=== PROBLEM STATEMENT ===
Locate the word "halo" in the material, then show every line that holds it.

=== TASK INPUT ===
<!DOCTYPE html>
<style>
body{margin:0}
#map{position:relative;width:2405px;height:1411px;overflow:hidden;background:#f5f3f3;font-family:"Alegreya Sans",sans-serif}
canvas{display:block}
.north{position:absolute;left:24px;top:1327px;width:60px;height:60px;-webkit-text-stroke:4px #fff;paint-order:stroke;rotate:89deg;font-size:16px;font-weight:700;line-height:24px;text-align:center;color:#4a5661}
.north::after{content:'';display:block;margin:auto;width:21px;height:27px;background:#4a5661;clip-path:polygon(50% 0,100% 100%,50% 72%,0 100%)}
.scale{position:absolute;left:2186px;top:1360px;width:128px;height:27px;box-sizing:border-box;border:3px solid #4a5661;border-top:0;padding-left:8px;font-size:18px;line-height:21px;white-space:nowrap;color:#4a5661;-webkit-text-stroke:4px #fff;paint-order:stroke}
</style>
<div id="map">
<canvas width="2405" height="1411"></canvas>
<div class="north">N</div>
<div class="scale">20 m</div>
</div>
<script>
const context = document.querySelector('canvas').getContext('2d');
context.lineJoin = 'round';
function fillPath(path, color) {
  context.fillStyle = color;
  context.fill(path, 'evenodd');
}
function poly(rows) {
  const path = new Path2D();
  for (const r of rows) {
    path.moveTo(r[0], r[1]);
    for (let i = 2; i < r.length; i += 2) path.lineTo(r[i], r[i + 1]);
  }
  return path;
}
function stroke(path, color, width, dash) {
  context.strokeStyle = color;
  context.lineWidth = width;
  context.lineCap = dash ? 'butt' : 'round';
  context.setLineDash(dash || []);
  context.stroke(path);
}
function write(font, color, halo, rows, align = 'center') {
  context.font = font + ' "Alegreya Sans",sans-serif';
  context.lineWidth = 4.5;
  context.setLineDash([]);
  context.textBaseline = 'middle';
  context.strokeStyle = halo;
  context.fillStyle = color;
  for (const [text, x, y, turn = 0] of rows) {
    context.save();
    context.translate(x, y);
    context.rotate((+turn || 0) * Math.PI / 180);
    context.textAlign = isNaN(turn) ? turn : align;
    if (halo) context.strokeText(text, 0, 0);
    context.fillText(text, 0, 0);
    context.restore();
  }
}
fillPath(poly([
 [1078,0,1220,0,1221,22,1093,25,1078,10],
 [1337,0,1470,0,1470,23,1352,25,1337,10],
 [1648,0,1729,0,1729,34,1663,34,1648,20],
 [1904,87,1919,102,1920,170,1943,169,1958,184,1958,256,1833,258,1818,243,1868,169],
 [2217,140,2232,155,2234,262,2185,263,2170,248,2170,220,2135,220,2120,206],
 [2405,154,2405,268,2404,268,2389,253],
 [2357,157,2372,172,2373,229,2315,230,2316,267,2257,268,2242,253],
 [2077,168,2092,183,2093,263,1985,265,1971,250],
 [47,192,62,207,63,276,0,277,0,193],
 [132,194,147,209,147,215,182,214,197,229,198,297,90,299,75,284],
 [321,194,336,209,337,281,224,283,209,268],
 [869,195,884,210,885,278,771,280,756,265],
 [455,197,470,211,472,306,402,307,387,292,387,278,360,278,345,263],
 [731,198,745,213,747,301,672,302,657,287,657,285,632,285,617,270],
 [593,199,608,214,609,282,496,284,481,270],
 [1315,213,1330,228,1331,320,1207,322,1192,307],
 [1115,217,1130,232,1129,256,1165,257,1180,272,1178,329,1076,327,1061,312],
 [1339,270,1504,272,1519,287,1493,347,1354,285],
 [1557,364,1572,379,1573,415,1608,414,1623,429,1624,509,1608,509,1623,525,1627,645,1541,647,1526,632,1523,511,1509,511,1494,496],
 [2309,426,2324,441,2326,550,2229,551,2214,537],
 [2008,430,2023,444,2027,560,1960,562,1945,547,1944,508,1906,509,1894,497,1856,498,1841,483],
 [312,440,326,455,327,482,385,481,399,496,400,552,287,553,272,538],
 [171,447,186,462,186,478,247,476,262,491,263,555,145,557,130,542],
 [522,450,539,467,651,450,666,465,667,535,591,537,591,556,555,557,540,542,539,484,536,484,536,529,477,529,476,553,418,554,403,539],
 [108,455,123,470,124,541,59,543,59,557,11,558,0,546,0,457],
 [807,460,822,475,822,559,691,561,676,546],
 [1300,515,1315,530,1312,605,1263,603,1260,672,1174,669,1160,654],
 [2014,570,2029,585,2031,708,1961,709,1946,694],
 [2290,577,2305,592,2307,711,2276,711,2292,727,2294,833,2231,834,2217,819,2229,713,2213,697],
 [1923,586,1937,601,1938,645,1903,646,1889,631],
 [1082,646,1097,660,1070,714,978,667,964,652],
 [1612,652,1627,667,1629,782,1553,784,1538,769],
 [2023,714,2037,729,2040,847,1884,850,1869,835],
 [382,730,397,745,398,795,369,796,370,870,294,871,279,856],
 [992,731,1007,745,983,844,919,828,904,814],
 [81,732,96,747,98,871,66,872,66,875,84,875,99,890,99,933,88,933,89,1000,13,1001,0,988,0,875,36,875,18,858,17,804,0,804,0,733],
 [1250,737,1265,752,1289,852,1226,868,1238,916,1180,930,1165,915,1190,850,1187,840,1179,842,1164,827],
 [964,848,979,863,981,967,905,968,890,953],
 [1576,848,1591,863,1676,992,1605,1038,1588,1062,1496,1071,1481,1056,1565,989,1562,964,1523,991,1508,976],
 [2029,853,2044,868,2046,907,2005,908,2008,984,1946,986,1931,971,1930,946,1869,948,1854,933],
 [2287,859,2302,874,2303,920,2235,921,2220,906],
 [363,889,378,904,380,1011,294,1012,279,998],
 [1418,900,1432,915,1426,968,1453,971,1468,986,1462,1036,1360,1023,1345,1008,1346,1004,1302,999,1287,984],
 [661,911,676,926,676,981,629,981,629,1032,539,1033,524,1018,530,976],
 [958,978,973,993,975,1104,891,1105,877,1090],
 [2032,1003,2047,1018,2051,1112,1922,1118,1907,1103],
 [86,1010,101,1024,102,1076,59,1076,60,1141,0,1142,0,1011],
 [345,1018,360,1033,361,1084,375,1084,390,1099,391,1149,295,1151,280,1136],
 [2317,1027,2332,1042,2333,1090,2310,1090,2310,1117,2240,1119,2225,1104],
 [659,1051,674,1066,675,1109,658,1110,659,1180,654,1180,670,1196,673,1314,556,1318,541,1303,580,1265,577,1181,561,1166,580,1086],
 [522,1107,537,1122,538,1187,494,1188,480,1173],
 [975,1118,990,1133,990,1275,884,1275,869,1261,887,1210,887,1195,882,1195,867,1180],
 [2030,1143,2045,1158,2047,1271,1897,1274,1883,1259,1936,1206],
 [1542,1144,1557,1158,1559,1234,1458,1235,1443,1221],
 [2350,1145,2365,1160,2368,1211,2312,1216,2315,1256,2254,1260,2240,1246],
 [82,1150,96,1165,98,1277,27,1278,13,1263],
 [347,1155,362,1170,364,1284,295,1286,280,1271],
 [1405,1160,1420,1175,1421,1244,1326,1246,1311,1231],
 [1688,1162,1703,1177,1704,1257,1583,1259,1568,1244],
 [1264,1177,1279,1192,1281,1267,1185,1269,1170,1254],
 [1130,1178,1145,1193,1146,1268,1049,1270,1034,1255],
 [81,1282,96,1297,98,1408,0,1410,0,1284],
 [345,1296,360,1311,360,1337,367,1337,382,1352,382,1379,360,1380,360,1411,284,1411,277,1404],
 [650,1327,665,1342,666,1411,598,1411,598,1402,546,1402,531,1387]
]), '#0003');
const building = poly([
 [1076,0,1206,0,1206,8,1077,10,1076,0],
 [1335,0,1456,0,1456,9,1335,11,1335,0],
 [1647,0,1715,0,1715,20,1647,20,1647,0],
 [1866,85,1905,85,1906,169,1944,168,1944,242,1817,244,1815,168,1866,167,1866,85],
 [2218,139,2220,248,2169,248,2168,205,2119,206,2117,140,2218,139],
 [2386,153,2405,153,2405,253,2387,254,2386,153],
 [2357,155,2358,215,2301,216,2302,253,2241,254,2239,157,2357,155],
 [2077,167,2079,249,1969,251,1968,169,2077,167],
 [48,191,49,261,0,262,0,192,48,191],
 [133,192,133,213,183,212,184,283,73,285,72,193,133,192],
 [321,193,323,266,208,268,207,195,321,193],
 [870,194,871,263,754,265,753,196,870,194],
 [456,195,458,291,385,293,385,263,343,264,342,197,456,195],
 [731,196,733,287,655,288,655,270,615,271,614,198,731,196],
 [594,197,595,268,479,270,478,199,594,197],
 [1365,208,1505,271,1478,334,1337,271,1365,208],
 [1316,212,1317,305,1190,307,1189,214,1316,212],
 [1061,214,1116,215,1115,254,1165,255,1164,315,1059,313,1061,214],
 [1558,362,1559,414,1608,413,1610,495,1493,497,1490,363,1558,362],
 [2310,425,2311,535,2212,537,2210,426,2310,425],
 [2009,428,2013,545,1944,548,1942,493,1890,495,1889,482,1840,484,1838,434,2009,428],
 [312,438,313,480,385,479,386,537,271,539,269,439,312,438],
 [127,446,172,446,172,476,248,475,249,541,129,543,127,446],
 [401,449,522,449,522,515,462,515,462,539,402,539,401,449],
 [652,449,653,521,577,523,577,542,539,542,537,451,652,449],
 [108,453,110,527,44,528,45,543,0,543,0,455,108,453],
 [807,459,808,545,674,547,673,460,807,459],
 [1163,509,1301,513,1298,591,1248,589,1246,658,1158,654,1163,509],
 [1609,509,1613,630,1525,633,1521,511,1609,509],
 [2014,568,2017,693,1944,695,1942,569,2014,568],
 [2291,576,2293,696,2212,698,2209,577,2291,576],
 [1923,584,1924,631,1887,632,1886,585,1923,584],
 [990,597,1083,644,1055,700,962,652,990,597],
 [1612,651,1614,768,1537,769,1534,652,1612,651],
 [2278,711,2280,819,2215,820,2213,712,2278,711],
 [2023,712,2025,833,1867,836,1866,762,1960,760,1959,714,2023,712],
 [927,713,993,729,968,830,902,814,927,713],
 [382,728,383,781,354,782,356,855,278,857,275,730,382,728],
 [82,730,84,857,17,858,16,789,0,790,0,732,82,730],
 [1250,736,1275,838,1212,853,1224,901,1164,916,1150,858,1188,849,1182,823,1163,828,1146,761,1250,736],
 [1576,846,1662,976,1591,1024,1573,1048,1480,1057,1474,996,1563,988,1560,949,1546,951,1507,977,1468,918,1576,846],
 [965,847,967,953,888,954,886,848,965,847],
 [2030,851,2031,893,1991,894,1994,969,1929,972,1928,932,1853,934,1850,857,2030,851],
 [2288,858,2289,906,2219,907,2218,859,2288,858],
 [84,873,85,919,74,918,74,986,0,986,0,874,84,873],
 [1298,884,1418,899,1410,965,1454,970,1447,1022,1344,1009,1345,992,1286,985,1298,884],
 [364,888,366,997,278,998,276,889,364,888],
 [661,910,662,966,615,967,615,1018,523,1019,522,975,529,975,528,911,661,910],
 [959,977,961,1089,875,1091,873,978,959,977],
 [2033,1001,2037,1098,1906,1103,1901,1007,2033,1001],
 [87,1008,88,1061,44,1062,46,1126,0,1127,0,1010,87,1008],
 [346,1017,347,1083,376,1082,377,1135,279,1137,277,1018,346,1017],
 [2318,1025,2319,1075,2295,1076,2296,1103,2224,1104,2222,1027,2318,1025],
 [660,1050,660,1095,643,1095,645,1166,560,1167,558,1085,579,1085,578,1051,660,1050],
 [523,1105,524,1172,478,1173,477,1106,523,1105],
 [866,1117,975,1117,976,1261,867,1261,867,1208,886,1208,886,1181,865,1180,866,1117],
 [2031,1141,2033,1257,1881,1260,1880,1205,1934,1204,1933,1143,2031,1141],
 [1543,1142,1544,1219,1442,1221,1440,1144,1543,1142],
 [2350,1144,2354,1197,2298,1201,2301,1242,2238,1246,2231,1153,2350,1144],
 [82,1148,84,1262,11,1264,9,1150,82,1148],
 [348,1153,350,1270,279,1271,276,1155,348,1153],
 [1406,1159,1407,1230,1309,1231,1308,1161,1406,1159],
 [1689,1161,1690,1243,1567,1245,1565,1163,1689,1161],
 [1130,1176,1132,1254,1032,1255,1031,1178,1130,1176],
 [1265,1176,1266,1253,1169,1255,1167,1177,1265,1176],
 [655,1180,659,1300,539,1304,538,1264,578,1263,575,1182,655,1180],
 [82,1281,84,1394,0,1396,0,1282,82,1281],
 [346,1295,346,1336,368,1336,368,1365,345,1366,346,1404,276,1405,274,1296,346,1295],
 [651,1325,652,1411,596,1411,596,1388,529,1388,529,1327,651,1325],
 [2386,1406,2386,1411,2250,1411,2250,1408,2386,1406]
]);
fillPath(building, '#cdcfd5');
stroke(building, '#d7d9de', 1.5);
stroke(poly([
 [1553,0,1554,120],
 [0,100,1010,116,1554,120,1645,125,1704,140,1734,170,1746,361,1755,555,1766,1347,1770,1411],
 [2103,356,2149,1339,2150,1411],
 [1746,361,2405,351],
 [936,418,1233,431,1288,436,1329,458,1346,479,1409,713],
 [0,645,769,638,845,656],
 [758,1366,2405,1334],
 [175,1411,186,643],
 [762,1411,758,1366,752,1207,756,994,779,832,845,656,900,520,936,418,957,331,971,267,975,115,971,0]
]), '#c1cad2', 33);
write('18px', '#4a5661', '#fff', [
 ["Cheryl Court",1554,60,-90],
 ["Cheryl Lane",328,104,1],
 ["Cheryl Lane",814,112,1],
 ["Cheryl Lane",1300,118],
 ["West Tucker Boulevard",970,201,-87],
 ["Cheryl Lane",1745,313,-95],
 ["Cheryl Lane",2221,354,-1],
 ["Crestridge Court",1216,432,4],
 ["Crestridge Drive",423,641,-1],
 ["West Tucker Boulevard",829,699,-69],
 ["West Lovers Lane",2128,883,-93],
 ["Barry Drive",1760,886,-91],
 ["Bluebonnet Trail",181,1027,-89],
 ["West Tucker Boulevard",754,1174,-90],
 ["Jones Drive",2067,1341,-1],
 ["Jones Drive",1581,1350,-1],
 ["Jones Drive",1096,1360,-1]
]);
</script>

=== REPLY TO THE EXERCISE ===
function write(font, color, halo, rows, align = 'center') {
  context.strokeStyle = halo;
    if (halo) context.strokeText(text, 0, 0);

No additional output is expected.